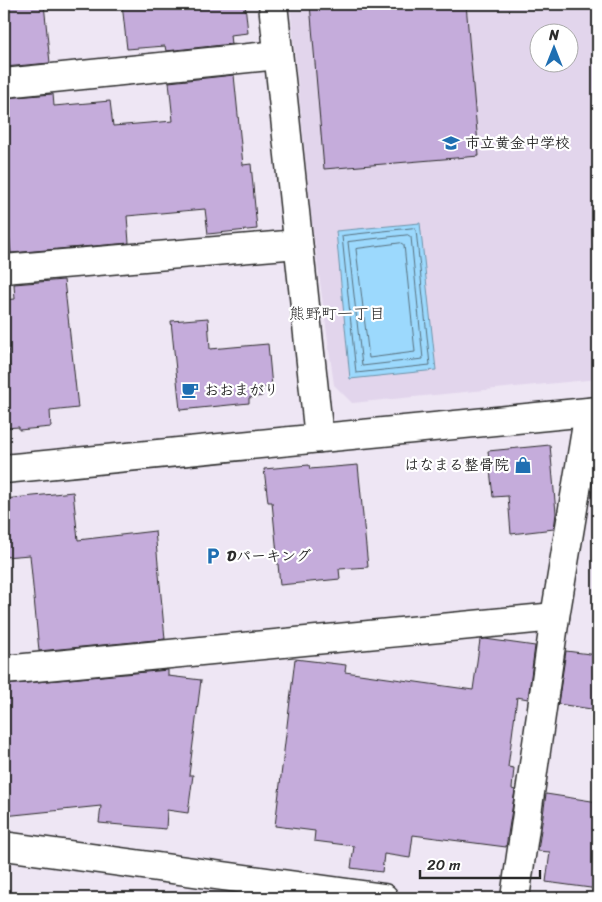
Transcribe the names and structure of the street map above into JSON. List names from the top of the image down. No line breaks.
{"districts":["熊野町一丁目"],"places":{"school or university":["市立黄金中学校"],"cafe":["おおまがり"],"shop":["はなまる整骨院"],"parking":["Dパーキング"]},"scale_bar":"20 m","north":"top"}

----------------

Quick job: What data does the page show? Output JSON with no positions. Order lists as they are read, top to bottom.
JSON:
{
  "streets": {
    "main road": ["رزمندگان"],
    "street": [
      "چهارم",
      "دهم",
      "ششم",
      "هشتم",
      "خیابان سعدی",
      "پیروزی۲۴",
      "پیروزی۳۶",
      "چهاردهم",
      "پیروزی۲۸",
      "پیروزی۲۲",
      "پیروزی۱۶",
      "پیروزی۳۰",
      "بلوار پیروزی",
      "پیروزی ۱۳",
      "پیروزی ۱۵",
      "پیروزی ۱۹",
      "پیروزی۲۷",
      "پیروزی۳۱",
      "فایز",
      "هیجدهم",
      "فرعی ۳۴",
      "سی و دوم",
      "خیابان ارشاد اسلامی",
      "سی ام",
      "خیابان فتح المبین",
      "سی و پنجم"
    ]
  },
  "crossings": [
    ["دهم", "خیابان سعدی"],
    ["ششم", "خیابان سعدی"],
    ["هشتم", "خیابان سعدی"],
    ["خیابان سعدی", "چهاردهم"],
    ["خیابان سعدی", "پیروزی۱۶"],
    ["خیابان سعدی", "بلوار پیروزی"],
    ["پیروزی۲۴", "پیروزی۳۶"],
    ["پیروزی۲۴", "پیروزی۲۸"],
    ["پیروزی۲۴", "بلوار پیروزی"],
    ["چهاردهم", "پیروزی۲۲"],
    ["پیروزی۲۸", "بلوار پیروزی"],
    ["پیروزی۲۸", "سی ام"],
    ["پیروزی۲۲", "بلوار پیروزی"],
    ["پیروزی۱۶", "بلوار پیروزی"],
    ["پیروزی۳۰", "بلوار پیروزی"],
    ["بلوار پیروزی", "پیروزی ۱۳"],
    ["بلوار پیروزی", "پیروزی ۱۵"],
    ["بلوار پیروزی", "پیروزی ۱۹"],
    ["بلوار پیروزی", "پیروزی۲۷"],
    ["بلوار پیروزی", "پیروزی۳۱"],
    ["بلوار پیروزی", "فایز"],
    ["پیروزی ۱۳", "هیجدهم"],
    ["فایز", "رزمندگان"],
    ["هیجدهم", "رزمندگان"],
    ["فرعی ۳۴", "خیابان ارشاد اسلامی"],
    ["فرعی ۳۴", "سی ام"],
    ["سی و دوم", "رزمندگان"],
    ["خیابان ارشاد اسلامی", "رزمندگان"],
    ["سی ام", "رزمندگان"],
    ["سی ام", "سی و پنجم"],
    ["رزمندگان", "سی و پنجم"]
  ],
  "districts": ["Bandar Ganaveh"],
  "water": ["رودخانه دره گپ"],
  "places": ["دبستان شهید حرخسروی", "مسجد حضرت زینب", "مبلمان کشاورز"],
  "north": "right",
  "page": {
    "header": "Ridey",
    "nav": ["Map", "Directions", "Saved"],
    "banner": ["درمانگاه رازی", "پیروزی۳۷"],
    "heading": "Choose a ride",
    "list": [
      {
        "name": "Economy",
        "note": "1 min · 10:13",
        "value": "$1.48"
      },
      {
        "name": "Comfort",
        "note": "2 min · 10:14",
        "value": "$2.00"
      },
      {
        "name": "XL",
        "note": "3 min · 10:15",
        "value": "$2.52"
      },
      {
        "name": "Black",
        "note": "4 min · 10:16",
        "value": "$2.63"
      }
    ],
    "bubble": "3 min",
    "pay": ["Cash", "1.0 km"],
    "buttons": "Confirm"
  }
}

----------------

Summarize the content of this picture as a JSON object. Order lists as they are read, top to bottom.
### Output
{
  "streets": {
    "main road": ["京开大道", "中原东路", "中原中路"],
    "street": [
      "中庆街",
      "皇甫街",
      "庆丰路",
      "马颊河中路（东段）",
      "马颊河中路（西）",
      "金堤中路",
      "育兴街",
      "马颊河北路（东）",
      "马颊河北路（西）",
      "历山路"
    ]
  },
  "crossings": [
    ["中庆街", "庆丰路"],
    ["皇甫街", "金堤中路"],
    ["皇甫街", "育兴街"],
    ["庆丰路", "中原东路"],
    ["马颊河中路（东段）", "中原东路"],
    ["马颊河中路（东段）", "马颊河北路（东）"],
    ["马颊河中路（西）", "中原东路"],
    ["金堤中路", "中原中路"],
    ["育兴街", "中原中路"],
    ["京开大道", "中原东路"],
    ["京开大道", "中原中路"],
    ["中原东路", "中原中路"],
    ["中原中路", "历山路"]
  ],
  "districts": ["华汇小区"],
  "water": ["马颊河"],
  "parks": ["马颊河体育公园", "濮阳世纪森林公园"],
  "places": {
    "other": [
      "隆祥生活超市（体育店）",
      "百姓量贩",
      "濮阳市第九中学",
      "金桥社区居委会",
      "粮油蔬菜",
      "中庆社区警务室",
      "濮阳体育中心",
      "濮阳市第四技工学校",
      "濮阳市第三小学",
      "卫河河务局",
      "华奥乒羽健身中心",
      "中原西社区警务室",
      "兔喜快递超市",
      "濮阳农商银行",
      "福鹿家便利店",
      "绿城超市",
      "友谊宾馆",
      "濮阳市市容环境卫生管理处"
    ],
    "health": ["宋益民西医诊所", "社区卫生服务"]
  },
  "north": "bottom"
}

----------------

### TASK REQUIREMENTS
Show every line in the listing above that carries the word "they".

### SOLVED EXERCISE
Quick job: What data does the page show? Output JSON with no positions. Order lists as they are read, top to bottom.
Summarize the content of this picture as a JSON object. Order lists as they are read, top to bottom.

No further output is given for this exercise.